Tolo Lake, at the south end of the prairie, was a well known gathering place and it was here that the Nimiipuu bands from the Wallowa Country in northeastern Oregon gathered in June of 1877 after being ordered to leave their homes. The subsequent violence that took place in the Salmon River and at White Bird would ignite the Nez Perce flight of 1877.
With the passage of the Allotment Act by Congress in the 1880s, the amount of land on the Camas Prairie held by Nimiipuu families would shrink. In an attempt to reform the way reservations were managed, the Allotment Act (also known as the Dawes Act) provided for 160 acres to Nimiipuu heads of household. It was assumed that this would provide the land needed to start a family farm, and that by embracing a Christian farming lifestyle the Nimiipuu could better assimilate into American culture.

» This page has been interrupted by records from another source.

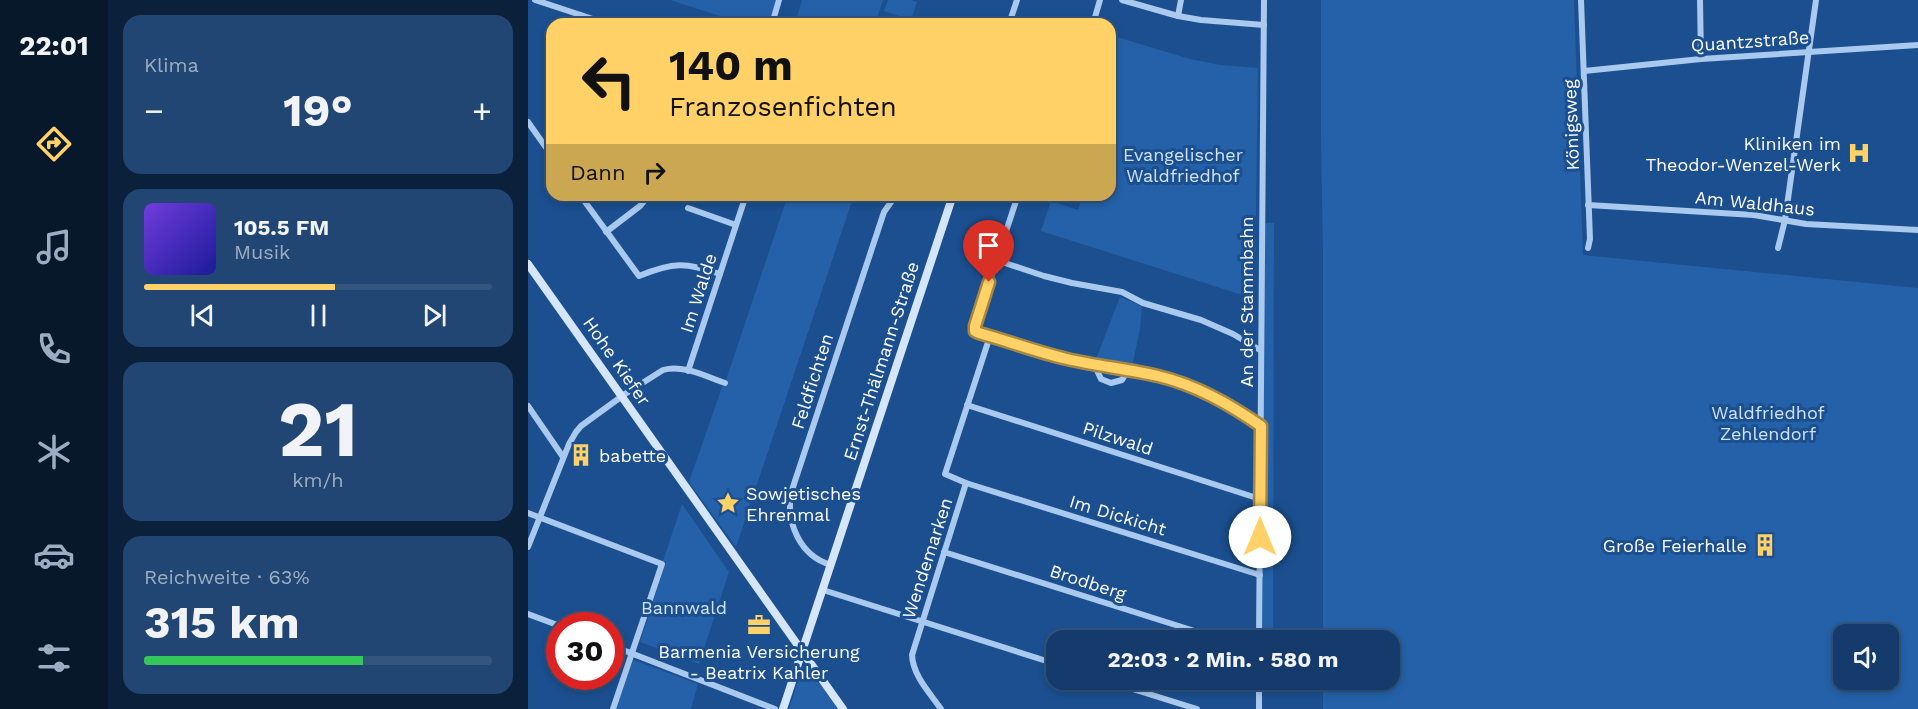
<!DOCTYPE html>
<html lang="de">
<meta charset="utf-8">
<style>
body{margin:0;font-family:"Work Sans",sans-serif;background:#214673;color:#f1f3f6;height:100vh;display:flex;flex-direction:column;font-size:22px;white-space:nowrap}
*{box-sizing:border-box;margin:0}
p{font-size:20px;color:#9dadc1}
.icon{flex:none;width:33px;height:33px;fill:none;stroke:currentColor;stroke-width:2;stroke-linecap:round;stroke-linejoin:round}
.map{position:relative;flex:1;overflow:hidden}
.details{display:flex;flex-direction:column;gap:15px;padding:15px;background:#0b203b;width:420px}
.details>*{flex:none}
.top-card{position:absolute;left:18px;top:18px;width:570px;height:183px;border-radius:18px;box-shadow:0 3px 9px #0003,0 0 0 2px #33557e;background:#ffd166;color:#111;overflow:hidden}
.tools{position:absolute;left:1305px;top:624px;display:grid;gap:12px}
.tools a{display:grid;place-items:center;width:66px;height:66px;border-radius:12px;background:#143b6b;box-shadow:0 3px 9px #0003,0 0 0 2px #33557e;font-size:30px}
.speed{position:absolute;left:18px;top:612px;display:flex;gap:12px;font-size:30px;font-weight:700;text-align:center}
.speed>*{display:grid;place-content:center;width:78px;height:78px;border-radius:50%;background:#143b6b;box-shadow:0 3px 9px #0003,0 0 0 2px #33557e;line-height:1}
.speed .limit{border:9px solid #d22;background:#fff;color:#111}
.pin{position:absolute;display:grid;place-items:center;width:51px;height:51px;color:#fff;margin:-62px -26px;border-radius:50% 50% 50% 0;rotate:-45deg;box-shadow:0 0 6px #0007}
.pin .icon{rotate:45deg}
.me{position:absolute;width:66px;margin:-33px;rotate:0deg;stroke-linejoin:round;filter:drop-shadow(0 0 4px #0008)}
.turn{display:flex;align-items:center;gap:21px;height:126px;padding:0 24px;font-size:27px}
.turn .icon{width:78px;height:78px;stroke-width:2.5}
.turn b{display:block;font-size:42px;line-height:51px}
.then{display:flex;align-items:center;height:57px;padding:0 24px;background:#0003;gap:12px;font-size:22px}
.big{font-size:45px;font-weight:700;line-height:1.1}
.details .widget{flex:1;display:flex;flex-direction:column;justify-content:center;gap:9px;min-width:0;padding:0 21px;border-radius:18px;background:#214673}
.details .dial{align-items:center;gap:0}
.dial b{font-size:78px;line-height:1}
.song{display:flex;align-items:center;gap:18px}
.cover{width:72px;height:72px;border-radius:9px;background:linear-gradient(135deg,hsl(260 70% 55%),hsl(240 70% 35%))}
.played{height:6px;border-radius:3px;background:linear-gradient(90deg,#ffd166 55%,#33557e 55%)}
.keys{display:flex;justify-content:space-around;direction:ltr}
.heat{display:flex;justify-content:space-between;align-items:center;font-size:33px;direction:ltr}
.charge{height:9px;border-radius:4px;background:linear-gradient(90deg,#34c759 63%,#33557e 0)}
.trip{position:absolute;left:518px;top:630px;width:354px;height:60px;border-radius:18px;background:#143b6b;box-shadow:0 3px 9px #0003,0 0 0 2px #33557e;font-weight:700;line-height:60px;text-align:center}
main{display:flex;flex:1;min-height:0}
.tab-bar{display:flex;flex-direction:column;width:108px;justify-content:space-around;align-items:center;background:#08182b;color:#9dadc1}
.tab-bar .icon{width:42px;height:42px}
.tab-bar .on{color:#ffd166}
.tab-bar b{font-size:27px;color:#f1f3f6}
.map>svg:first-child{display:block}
</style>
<main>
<nav class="tab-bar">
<b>22:01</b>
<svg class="icon on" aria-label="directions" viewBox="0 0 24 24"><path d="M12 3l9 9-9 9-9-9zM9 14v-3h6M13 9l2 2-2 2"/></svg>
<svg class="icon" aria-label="music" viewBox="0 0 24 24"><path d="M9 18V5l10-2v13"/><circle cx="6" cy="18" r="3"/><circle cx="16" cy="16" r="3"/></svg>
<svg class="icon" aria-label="phone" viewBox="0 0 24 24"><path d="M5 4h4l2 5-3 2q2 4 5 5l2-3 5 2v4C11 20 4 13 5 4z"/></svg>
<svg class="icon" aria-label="climate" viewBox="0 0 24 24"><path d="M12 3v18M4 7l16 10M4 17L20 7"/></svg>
<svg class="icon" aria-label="car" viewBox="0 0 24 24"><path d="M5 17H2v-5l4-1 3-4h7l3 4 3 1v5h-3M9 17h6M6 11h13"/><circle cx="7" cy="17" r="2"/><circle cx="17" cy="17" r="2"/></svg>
<svg class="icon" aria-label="filters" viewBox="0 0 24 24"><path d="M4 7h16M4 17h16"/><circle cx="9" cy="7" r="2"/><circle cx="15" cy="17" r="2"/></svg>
</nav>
<section class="details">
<div class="widget"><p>Klima</p>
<div class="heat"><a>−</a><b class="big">19°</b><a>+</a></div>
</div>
<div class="widget">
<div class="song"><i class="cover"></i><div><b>105.5 FM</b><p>Musik</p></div></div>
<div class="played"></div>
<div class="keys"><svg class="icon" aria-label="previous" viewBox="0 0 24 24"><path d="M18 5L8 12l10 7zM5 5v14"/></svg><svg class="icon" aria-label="pause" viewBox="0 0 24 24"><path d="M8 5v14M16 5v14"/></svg><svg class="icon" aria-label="next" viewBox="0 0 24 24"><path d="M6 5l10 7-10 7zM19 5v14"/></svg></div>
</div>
<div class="widget dial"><b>21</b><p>km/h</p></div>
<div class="widget"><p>Reichweite · 63%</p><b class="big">315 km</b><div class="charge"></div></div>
</section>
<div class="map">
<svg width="1390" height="709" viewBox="0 0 1390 709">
<rect width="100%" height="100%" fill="#1b4f8f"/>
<g fill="#2461a8" fill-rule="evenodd">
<polygon points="142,0 248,0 241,24 217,24"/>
<polygon points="274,0 355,0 347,24 267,24"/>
<polygon points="360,0 384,0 389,2 383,20 356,11"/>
<path d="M793,0H1046L1055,255L1390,288V709H795V680H861V640H795V254L793,141ZM1316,634H1360V680H1316Z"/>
<polygon points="582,35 662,59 693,65 730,68 727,299 513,231 523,201 550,210 555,195 582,195"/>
<polygon points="260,195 326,195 208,547 161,482 194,387 197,383"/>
<polygon points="734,223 746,223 745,640 731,640"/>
<polygon points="592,297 614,306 612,329 604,367 568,359"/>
<polygon points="154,504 201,572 171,664 112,642 138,562 135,561"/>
<polygon points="105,660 170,684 163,709 88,709"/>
<polygon points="281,669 310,709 261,709 272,675 279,672"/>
</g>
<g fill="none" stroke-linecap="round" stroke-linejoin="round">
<g stroke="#a9c9ee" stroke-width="6">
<polyline points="7,0 80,24"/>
<polyline points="594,0 650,16 673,20 736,25"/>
<polyline points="1053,0 1062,239 1060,248"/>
<polyline points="1172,0 1173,59"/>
<polyline points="650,16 653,0"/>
<polyline points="244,24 251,0"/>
<polyline points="481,24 489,0"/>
<polyline points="565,24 572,0"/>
<polyline points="1056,71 1173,59 1390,45"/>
<polyline points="0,122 24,156"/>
<path d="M52,195L111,276C145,262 158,262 192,274"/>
<polyline points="490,195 447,326 447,331 514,353 632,376 657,384 683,395 715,414 733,426"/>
<polyline points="1060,205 1226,215 1278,224 1390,230"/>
<polyline points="160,208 208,225"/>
<polyline points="78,232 112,206 121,195"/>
<polyline points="1250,248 1257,220 1288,0"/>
<polyline points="468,260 516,276 544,283 594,292 615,303 673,320 705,334 732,350"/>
<polyline points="462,336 417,474 438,483 732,575"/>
<polyline points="566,364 573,379 583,383 594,380 600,370"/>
<polyline points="160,371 218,195"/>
<polyline points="439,405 732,499"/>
<polyline points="0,406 35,457"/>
<polyline points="0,513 134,564 85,709"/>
<path d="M0,547L41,444L48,432L53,426L97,394L135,370C155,364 179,377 197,383"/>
<polyline points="416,552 695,640"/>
<path d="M303,565C272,556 258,523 263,493L356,212L368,195"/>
<polyline points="295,590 528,664"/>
<polyline points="0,614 32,626"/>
<polyline points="731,640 736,0"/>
<polyline points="82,645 247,709"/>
<polyline points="576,680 669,709"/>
<polyline points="731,680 731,709"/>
<path d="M413,709C402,693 385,676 384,655L438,483"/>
</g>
<g stroke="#d6e6fa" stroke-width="8">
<polyline points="0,264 315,709"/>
<polyline points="255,709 425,195"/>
</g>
</g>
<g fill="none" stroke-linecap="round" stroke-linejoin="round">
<g stroke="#a68842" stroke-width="15">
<path id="route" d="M461,282L447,326V331L451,333C480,341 509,352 539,359C569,366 600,369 630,376C668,385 701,404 733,426L732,537"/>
</g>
<use href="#route" stroke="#ffd166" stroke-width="10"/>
</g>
<defs>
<g id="hospital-bare" transform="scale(1.8)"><path d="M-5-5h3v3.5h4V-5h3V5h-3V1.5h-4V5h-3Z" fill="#ffd166" stroke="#1b4f8f" stroke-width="2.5" paint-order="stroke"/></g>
<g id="building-bare" transform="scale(1.8)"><path d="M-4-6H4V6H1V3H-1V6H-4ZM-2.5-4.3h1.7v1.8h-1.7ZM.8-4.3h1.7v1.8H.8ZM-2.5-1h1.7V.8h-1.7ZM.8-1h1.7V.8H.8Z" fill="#ffd166" stroke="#1b4f8f" stroke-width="2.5" paint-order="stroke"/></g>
<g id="sight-bare" transform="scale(1.8)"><path d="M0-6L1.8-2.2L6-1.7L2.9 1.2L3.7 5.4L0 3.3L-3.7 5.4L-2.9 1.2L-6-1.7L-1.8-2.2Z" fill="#ffd166" stroke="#1b4f8f" stroke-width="2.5" paint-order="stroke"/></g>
<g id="office-bare" transform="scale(1.8)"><path d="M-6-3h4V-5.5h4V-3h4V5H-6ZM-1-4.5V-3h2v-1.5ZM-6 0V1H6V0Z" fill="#ffd166" stroke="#1b4f8f" stroke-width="2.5" paint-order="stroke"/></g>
</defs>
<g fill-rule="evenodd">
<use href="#hospital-bare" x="1331" y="153"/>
<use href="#building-bare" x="53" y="455"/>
<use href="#sight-bare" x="200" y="503"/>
<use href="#building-bare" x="1237" y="545"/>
<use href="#office-bare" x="231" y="625"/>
</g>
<g text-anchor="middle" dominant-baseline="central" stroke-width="6" stroke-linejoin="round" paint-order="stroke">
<g font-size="18" fill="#fff" stroke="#1b4f8f">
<text transform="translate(1222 41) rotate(-4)">Quantzstraße</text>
<text transform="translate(1043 125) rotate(-92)">Königsweg</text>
<text transform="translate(1227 203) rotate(6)">Am Waldhaus</text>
<text transform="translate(170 293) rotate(-72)">Im Walde</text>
<text transform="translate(718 302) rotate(-90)">An der Stammbahn</text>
<text transform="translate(89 361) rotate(55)">Hohe Kiefer</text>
<text transform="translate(353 361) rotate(-72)">Ernst-Thälmann-Straße</text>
<text transform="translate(284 381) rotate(-72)">Feldfichten</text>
<text transform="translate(590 438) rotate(18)">Pilzwald</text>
<text transform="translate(590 515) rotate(17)">Im Dickicht</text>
<text transform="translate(399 558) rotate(-72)">Wendemarken</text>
<text transform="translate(560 582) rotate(18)">Brodberg</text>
</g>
<g font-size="18" fill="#fff" stroke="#1b4f8f" text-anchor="end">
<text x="1313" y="143">Kliniken im<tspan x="1313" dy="21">Theodor-Wenzel-Werk</tspan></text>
<text x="71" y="455" text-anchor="start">babette</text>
<text x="218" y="493" text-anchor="start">Sowjetisches<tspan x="218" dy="21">Ehrenmal</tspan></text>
<text x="1219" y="545">Große Feierhalle</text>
<text x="231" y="651" text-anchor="middle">Barmenia Versicherung<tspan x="231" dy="21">- Beatrix Kahler</tspan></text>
</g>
<g font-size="18" fill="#cfe3fa" stroke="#1b4f8f">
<text x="655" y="154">Evangelischer<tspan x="655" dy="21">Waldfriedhof</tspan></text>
<text x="1240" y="412">Waldfriedhof<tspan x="1240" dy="21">Zehlendorf</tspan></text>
<text x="156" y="607">Bannwald</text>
</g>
</g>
</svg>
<div class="tools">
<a><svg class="icon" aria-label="sound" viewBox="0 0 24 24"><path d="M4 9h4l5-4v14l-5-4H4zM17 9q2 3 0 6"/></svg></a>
</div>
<div class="speed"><div class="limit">30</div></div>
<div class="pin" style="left:461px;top:282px;background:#d93025"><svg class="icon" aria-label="arrive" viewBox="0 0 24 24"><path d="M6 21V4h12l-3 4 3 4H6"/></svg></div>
<svg class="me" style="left:732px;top:537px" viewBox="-20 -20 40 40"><circle r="19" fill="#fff"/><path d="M0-13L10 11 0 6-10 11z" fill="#ffd166"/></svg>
<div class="trip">22:03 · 2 Min. · 580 m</div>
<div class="top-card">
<div class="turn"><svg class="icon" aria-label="left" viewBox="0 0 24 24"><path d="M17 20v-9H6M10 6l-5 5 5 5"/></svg><div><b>140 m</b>Franzosenfichten</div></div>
<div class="then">Dann<svg class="icon" aria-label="right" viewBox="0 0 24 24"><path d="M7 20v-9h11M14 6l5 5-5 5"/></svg></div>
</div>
</div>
</main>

Land that was not allotted to Nimiipuu families was considered "surplus" and open to general settlement by whites. The allotment process was carried out on the Nez Perce Reservation between 1889 and 1893 and it put more than 70% of the Reservation into non-Indian hands. As a result, much of the land was converted to agriculture. Camas can still be found in isolated patches but it's mostly gone, replaced by wheat fields or pastureland.